(DIRECTIONS FOR THIS TASK): Without the pictures, copy all of the data exactly.

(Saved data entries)
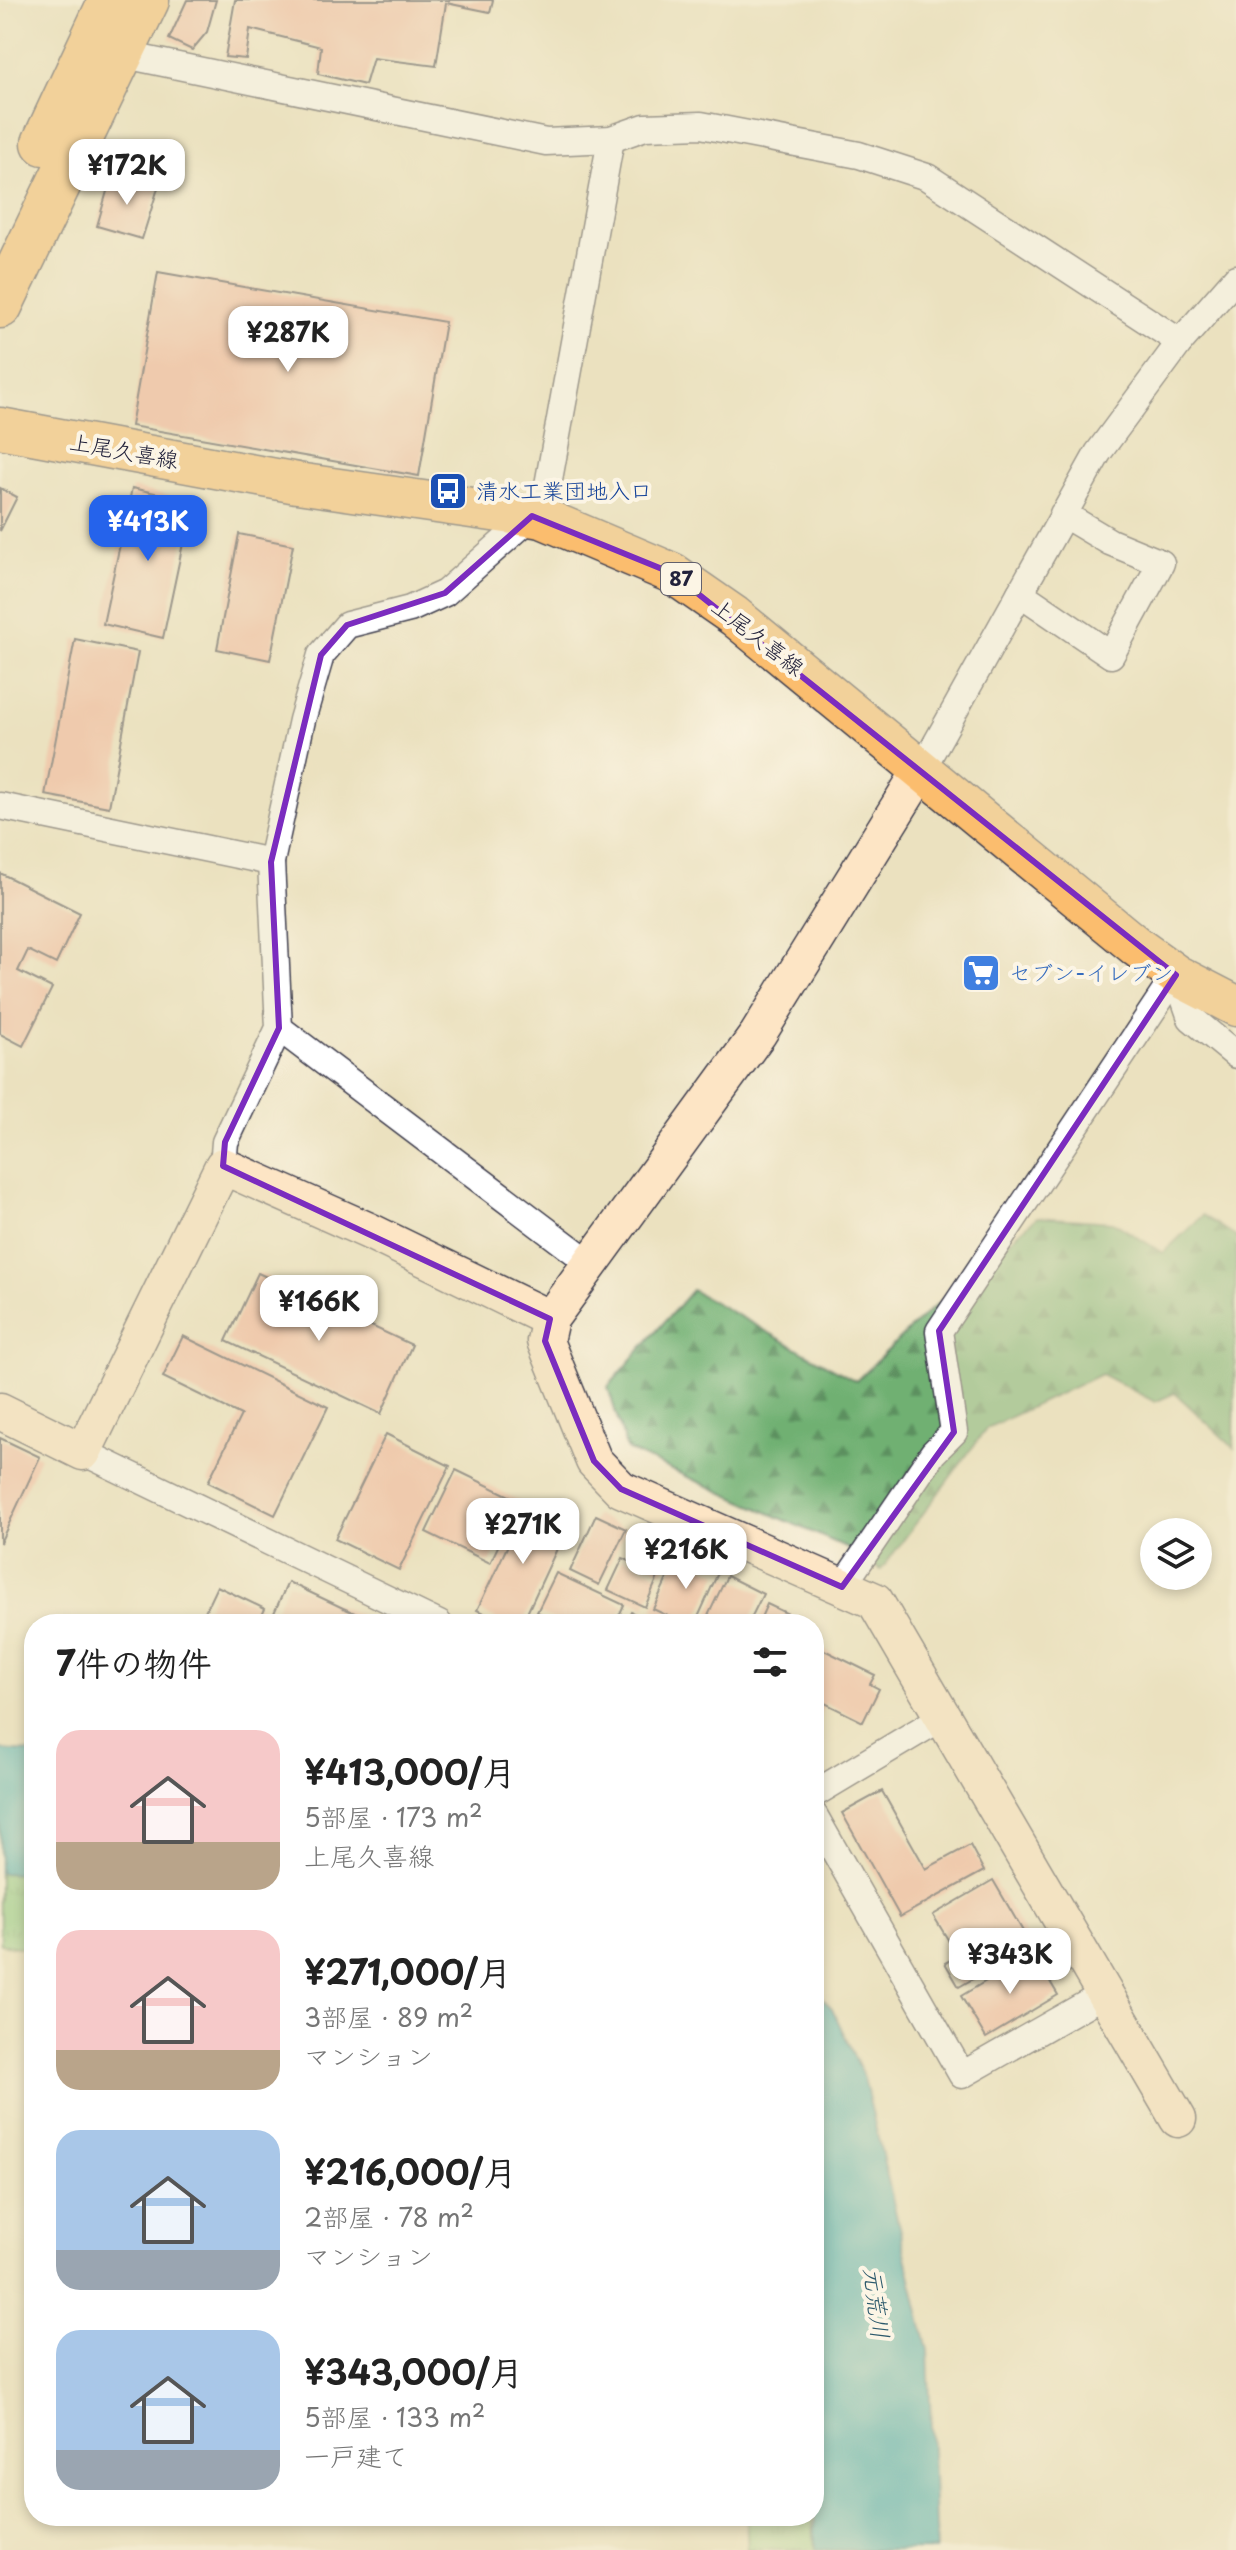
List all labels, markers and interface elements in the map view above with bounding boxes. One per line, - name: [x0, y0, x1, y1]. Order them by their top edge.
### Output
- pin: ¥172K: [71, 139, 183, 207]
- text: ¥172K: [87, 145, 167, 184]
- pin: ¥287K: [232, 306, 344, 374]
- text: ¥287K: [246, 312, 330, 351]
- street label: 上尾久喜線: [67, 424, 181, 475]
- bus stop icon: 清水工業団地入口: [427, 470, 469, 512]
- place label: 清水工業団地入口: [476, 473, 652, 506]
- pin: ¥413K: [92, 495, 204, 563]
- text: ¥413K: [107, 501, 189, 540]
- road number: 87: [661, 563, 701, 595]
- street label: 上尾久喜線: [705, 589, 812, 683]
- supermarket icon: セブン-イレブン: [960, 952, 1002, 994]
- place label: セブン-イレブン: [1009, 955, 1174, 988]
- pin: ¥166K: [263, 1275, 375, 1343]
- text: ¥166K: [278, 1281, 360, 1320]
- pin: ¥271K: [467, 1498, 579, 1566]
- text: ¥271K: [484, 1504, 562, 1543]
- map controls: [1140, 1518, 1212, 1590]
- button: layers: [1140, 1518, 1212, 1590]
- pin: ¥216K: [630, 1523, 742, 1591]
- text: ¥216K: [644, 1529, 728, 1568]
- text: 7件の物件: [56, 1636, 212, 1688]
- icon: filters: [748, 1640, 792, 1684]
- text: ¥413,000/月: [304, 1745, 516, 1797]
- icon: home: [120, 1762, 216, 1858]
- text: 5部屋 · 173 m²: [304, 1797, 483, 1836]
- text: 上尾久喜線: [304, 1836, 434, 1875]
- pin: ¥343K: [954, 1928, 1066, 1996]
- text: ¥343K: [967, 1934, 1053, 1973]
- text: ¥271,000/月: [304, 1945, 512, 1997]
- icon: home: [120, 1962, 216, 2058]
- text: 3部屋 · 89 m²: [304, 1997, 473, 2036]
- text: マンション: [304, 2036, 433, 2075]
- text: ¥216,000/月: [304, 2145, 517, 2197]
- icon: home: [120, 2162, 216, 2258]
- text: 2部屋 · 78 m²: [304, 2197, 474, 2236]
- text: マンション: [304, 2236, 433, 2275]
- water label: 元荒川: [856, 2265, 900, 2341]
- text: ¥343,000/月: [304, 2345, 524, 2397]
- icon: home: [120, 2362, 216, 2458]
- text: 5部屋 · 133 m²: [304, 2397, 485, 2436]
- text: 一戸建て: [304, 2436, 408, 2475]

(SOLVED PROBLEM):
List all labels, markers and interface elements in the map view above with bounding boxes. One per line, - name: [x0, y0, x1, y1]. Order them by their top edge.
### Output
- pin: ¥172K: [71, 139, 183, 207]
- text: ¥172K: [87, 145, 167, 184]
- pin: ¥287K: [232, 306, 344, 374]
- text: ¥287K: [246, 312, 330, 351]
- street label: 上尾久喜線: [67, 424, 181, 475]
- bus stop icon: 清水工業団地入口: [427, 470, 469, 512]
- place label: 清水工業団地入口: [476, 473, 652, 506]
- pin: ¥413K: [92, 495, 204, 563]
- text: ¥413K: [107, 501, 189, 540]
- road number: 87: [661, 563, 701, 595]
- street label: 上尾久喜線: [705, 589, 812, 683]
- supermarket icon: セブン-イレブン: [960, 952, 1002, 994]
- place label: セブン-イレブン: [1009, 955, 1174, 988]
- pin: ¥166K: [263, 1275, 375, 1343]
- text: ¥166K: [278, 1281, 360, 1320]
- pin: ¥271K: [467, 1498, 579, 1566]
- text: ¥271K: [484, 1504, 562, 1543]
- map controls: [1140, 1518, 1212, 1590]
- button: layers: [1140, 1518, 1212, 1590]
- pin: ¥216K: [630, 1523, 742, 1591]
- text: ¥216K: [644, 1529, 728, 1568]
- text: 7件の物件: [56, 1636, 212, 1688]
- icon: filters: [748, 1640, 792, 1684]
- text: ¥413,000/月: [304, 1745, 516, 1797]
- icon: home: [120, 1762, 216, 1858]
- text: 5部屋 · 173 m²: [304, 1797, 483, 1836]
- text: 上尾久喜線: [304, 1836, 434, 1875]
- pin: ¥343K: [954, 1928, 1066, 1996]
- text: ¥343K: [967, 1934, 1053, 1973]
- text: ¥271,000/月: [304, 1945, 512, 1997]
- icon: home: [120, 1962, 216, 2058]
- text: 3部屋 · 89 m²: [304, 1997, 473, 2036]
- text: マンション: [304, 2036, 433, 2075]
- text: ¥216,000/月: [304, 2145, 517, 2197]
- icon: home: [120, 2162, 216, 2258]
- text: 2部屋 · 78 m²: [304, 2197, 474, 2236]
- text: マンション: [304, 2236, 433, 2275]
- water label: 元荒川: [856, 2265, 900, 2341]
- text: ¥343,000/月: [304, 2345, 524, 2397]
- icon: home: [120, 2362, 216, 2458]
- text: 5部屋 · 133 m²: [304, 2397, 485, 2436]
- text: 一戸建て: [304, 2436, 408, 2475]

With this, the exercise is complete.